TGA examination of the samples was conducted to evaluate their thermal stability. Figure 4c shows TGA curves for the shrimp shells, acid/alkali-prepared chitin, and DES-prepared chitin. The initial slight decomposition before 100 °C was related to the evaporation of chemisorbed water [39]. The second stage of degradation at 100 to 250 °C was largely due to the breakdown of proteins and lipids [27]. In the third decomposition stage the samples showed large weight losses at 250–400 °C, which was attributed to the decomposition of chitin. The final weight loss in the shrimp shells between 600 and 700 °C resulted from the conversion of CaCO3 to CaO and CO2 [27]. Moreover, The TGA results of the DES-prepared chitin were consistent with those of the acid/alkali-prepared chitin, and they only showed two independent decomposition stages, namely, the evaporation of chemisorbed water and decomposition of chitin.
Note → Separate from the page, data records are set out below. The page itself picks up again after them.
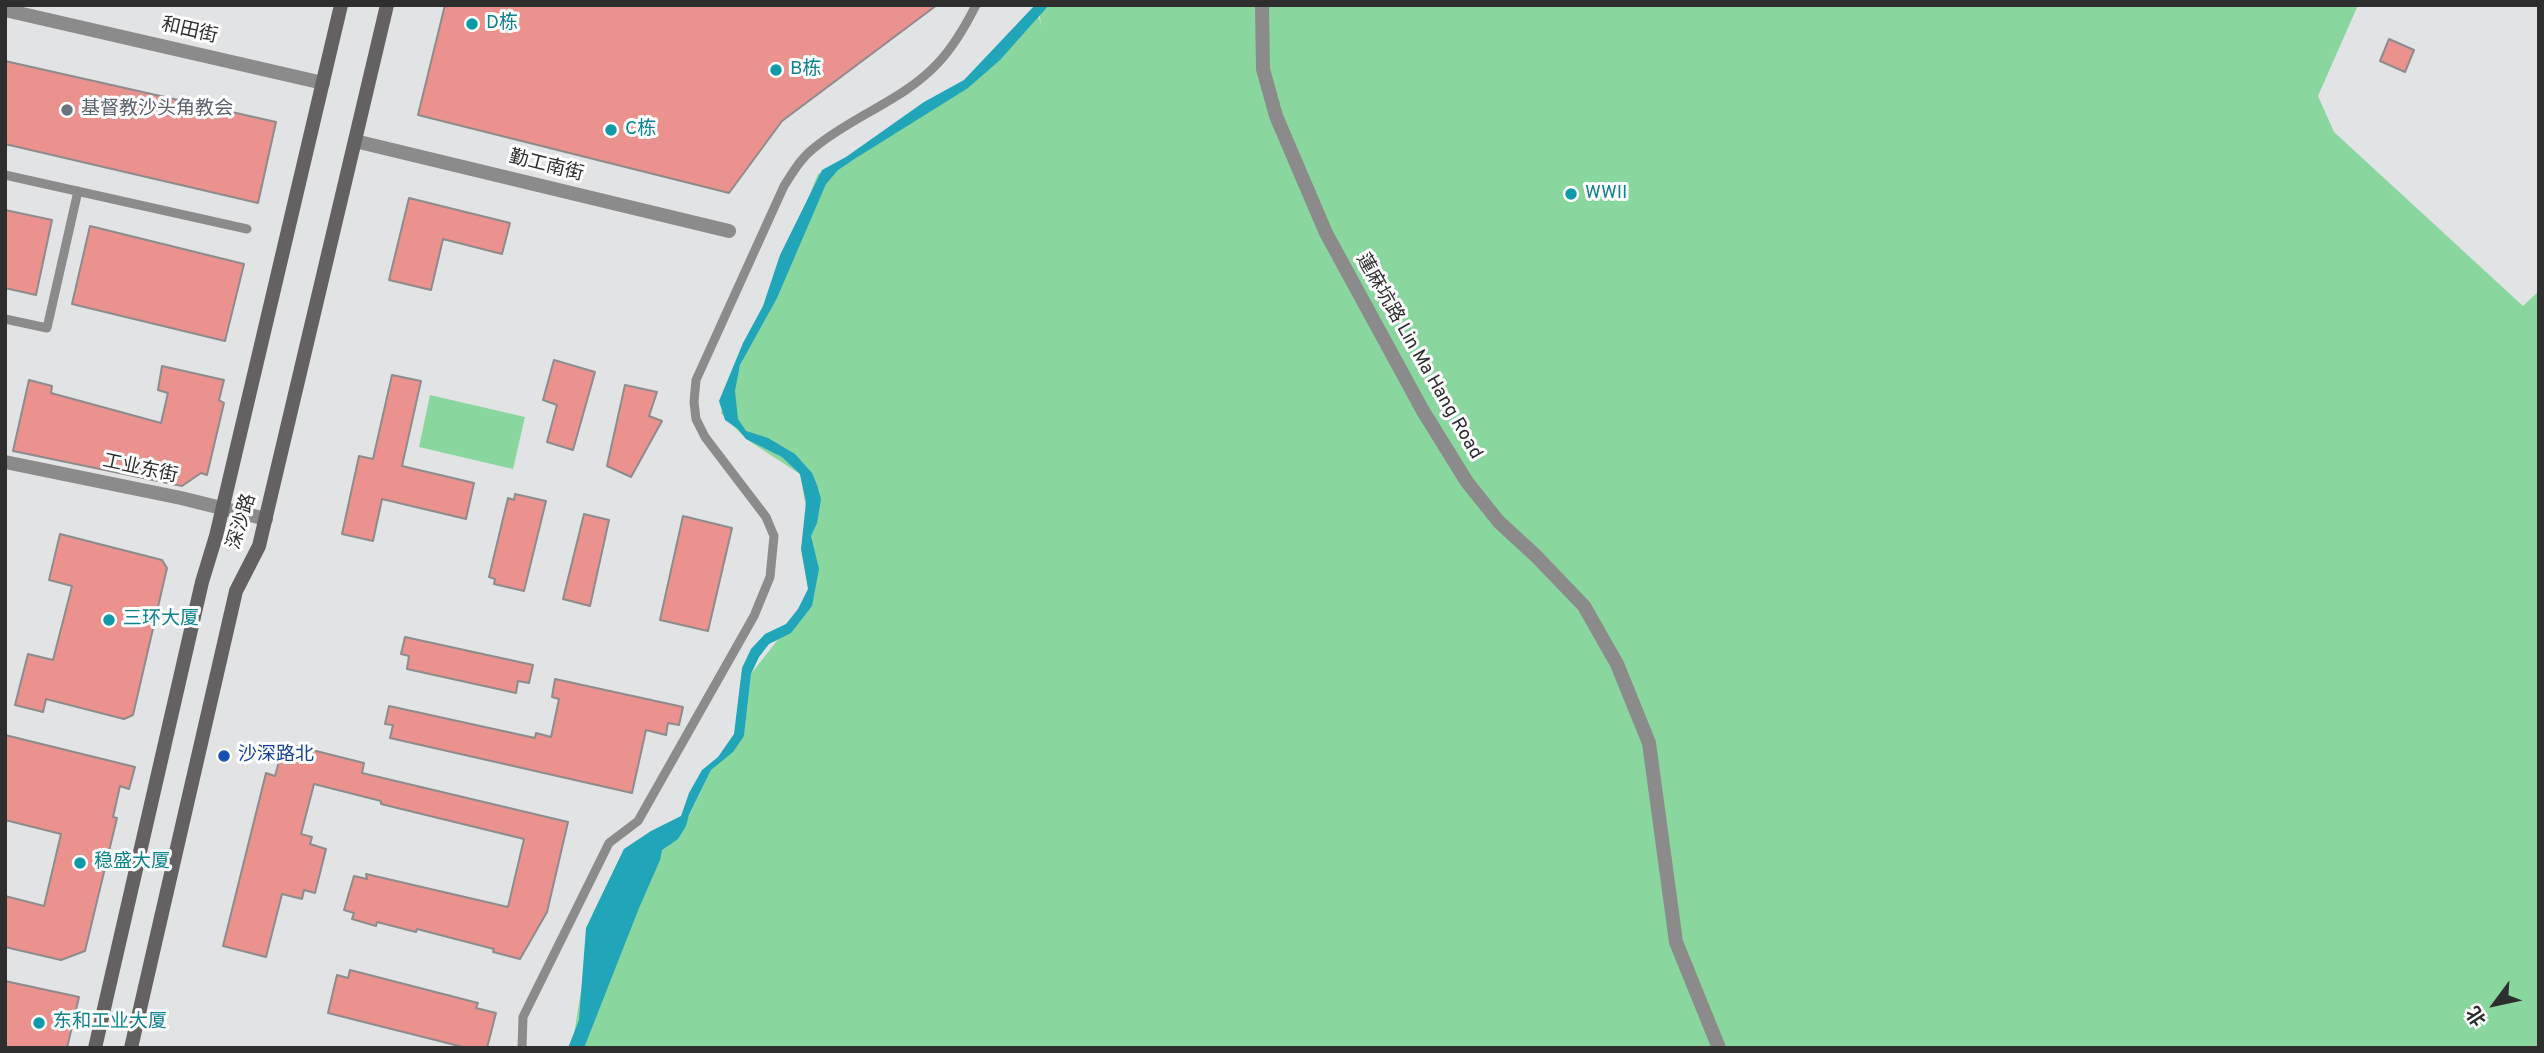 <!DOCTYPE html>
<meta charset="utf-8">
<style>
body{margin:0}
#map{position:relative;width:2544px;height:1053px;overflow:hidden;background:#e2e3e5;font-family:Overpass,"Noto Sans SC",sans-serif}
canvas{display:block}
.frame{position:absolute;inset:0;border:7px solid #2e2e2f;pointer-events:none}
.north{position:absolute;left:2460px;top:969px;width:70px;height:70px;-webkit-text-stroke:5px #fff;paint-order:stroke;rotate:237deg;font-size:19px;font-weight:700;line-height:28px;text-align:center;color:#2e2e2f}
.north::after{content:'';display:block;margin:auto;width:24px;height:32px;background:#2e2e2f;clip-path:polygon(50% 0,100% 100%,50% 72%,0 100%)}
</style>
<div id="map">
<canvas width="2544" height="1053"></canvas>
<div class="frame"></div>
<div class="north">北</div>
</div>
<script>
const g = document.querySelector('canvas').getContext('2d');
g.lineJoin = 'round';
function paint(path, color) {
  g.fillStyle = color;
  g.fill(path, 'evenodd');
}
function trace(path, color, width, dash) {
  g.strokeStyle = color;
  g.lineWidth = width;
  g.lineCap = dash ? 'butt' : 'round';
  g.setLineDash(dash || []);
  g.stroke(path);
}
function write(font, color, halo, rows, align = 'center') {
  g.font = font + ' Overpass,"Noto Sans SC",sans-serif';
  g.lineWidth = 6;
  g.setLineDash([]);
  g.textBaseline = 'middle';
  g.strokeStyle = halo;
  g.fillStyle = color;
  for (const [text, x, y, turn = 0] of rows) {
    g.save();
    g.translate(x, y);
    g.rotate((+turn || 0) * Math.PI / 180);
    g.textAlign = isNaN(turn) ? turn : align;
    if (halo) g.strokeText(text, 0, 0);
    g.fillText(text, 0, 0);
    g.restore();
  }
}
paint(new Path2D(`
 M 1037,5 L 2358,5 L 2318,96 L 2334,132 L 2523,306 L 2539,291 L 2539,1048 L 572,1048 L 593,913 L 624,849 L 678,839 L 711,770 L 744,735 L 751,674 L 815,592 L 811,536 L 800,474 L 746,439 L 721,413 L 818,174 L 856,158 L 964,81 L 1036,9 L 1042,27 Z
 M 430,395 L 525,417 L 513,469 L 419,447 Z`), '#89d69f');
paint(new Path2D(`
 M 1035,5 L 1049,5 L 1000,60 L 968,88 L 856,158 L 838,170 L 826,184 L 777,298 L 740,365 L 735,391 L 738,419 L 746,431 L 768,438 L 795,454 L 812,473 L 817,485 L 821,499 L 817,523 L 811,536 L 819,569 L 812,606 L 791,633 L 769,644 L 759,657 L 751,674 L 744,736 L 733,752 L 711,770 L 689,815 L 686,826 L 678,839 L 662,850 L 660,860 L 639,908 L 584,1048 L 568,1048 L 579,1020 L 586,928 L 624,849 L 651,831 L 681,816 L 689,793 L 702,770 L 718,757 L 734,734 L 742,668 L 751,649 L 765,634 L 786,624 L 798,609 L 808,589 L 801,549 L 806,502 L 800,474 L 782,457 L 746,439 L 738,429 L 725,420 L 719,401 L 743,343 L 763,306 L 780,255 L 822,170 L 846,157 L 924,102 L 964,80 Z`), '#20a5b9');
const building = new Path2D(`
 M 445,5 L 937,5 L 782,121 L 729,193 L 418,115 Z
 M 2389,39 L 2414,50 L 2405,72 L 2380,61 Z
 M 5,61 L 276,122 L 258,203 L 5,144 Z
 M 409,198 L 510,223 L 502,254 L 443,239 L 431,290 L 389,280 Z
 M 5,210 L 52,220 L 36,295 L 5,288 Z
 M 90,226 L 244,264 L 225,341 L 72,304 Z
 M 554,360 L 595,372 L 573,450 L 547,442 L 557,405 L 543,400 Z
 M 162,366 L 224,380 L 219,400 L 224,403 L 207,475 L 201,473 L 182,486 L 13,451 L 29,380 L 52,386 L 51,393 L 161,423 L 168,393 L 158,390 Z
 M 392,375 L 421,381 L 402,466 L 474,483 L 466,519 L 382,499 L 373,541 L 342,534 L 359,456 L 373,459 Z
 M 625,385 L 657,392 L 649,416 L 662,421 L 631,477 L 607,466 Z
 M 515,494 L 546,501 L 524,591 L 494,584 L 495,579 L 489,577 L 508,498 L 514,500 Z
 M 584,514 L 609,520 L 590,606 L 563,599 Z
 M 683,516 L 732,528 L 708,631 L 660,620 Z
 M 60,534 L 162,560 L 167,568 L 133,715 L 124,719 L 46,699 L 43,712 L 15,705 L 28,654 L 53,660 L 72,586 L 49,580 Z
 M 405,637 L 533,665 L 529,683 L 518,681 L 516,693 L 407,669 L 409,656 L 401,654 Z
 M 555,679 L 683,707 L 679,725 L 668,723 L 666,735 L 646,730 L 632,793 L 390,738 L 393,725 L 385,724 L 389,706 L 535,738 L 536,733 L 551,737 L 559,699 L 552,697 Z
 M 5,735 L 135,767 L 129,789 L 120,786 L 113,817 L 117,818 L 85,951 L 61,960 L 5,947 L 5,896 L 44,906 L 61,834 L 5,820 Z
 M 284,743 L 364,763 L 362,773 L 568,822 L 547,912 L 520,959 L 493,952 L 494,949 L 417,929 L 416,932 L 377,922 L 376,926 L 352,919 L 354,913 L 344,910 L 354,876 L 367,879 L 366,874 L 508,907 L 524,839 L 381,804 L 381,801 L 314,784 L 301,834 L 312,837 L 310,844 L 326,849 L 315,893 L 304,890 L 302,899 L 282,894 L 266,957 L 223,946 L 266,773 L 275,776 Z
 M 350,970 L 478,1003 L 476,1008 L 496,1013 L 487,1048 L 467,1048 L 328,1013 L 337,975 L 348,978 Z
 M 5,981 L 79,997 L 67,1048 L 5,1048 Z`);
paint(building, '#eb928f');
trace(building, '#8d8b8b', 2);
trace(new Path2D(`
 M 5,175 L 247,229
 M 5,319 L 47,328 L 78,191
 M 522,1048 L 523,1017 L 609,843 L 638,821 L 754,616 L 770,577 L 774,536 L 766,517 L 705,437 L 696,419 L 694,402 L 696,380 L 784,186 C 793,172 801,158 814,148 C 852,116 904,100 938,63 C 954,46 966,25 976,5`), '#8c8b8b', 9);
trace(new Path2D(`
 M 1262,5 L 1263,69 L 1276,116 L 1326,233 L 1423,411 L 1467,482 L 1499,522 L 1536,556 L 1584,606 L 1617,664 L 1649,743 L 1676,942 L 1719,1048
 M 5,10 L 323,83
 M 355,141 L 729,231
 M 5,462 L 181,498 L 266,519`), '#8c8b8b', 14);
trace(new Path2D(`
 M 95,1048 L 202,582 L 216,536 L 341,5
 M 131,1048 L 236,591 L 259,546 L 387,5`), '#636161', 14);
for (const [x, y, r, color] of [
 [472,24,7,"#0f9aa8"],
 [776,70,7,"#0f9aa8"],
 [67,110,7,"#6b7280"],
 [611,130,7,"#0f9aa8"],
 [1571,194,7,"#0f9aa8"],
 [109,620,7,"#0f9aa8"],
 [224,756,7,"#1a4fb4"],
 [80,863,7,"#0f9aa8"],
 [39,1023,7,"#0f9aa8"]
]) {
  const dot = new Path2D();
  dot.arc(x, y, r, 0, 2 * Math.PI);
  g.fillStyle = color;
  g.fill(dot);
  trace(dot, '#fff', 2.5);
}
write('19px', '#0d838f', '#fff', [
 ["D栋",486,24],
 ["B栋",790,70],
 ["C栋",625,130],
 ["WWII",1585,194],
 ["三环大厦",123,620],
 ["稳盛大厦",94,863],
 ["东和工业大厦",53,1023]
], 'left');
write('19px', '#2e2e2f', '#fff', [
 ["和田街",189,32,13],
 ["勤工南街",546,167,14],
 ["蓮麻坑路 Lin Ma Hang Road",1418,357,60],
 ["工业东街",140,470,12],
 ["深沙路",243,522,-73]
]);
write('19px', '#5b616d', '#fff', [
 ["基督教沙头角教会",81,110]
], 'left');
write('19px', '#164399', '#fff', [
 ["沙深路北",238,756]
], 'left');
</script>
This reveals that the chitin pretreated with citric acid was free from minerals and proteins were eliminated from shrimp shells by the DESs.

3.8. Reusability

As seen in Figure 5, the deproteinization rate slightly decreased after 3 cycles; however, as the number of cycles continued to increase, the deproteinization rate was significantly reduced. With the increase in reuse times, the formation of hydrogen bonds in DESs may be destroyed, resulting in poor thermal stability and low solubility, so that chitin cannot be well dissolved in DES. The betaine HCl-urea exhibited better reusability than the others. After 5 reaction cycles, the DESs became too viscous to be further reused, which might be due to the presence of proteins and other impurities in the recycled DESs.

Figure 5

Reusability of the DESs.

4. Conclusions

In this research, a two-step extraction approach was developed and shown to be effective for chitin preparation from shrimp shells. The results showed that the demineralization rate and deproteination rate were excellent. The DA of the chitin extracted by the DESs exceeded 91%. The outcomes of SEM, FT-IR, XRD, and TGA analysis of DES-prepared chitin were similar to those of chitin prepared through the traditional acid/alkali approach, and no significant degradation of chitin occurred during the extraction process. In addition, the DESs could be reused five times. DES-based preparation avoids the utilization of harsh chemicals, which are detrimental to the environment. Taken together, this research provides an environmentally protective and effective method for chitin preparation from crustacean shells.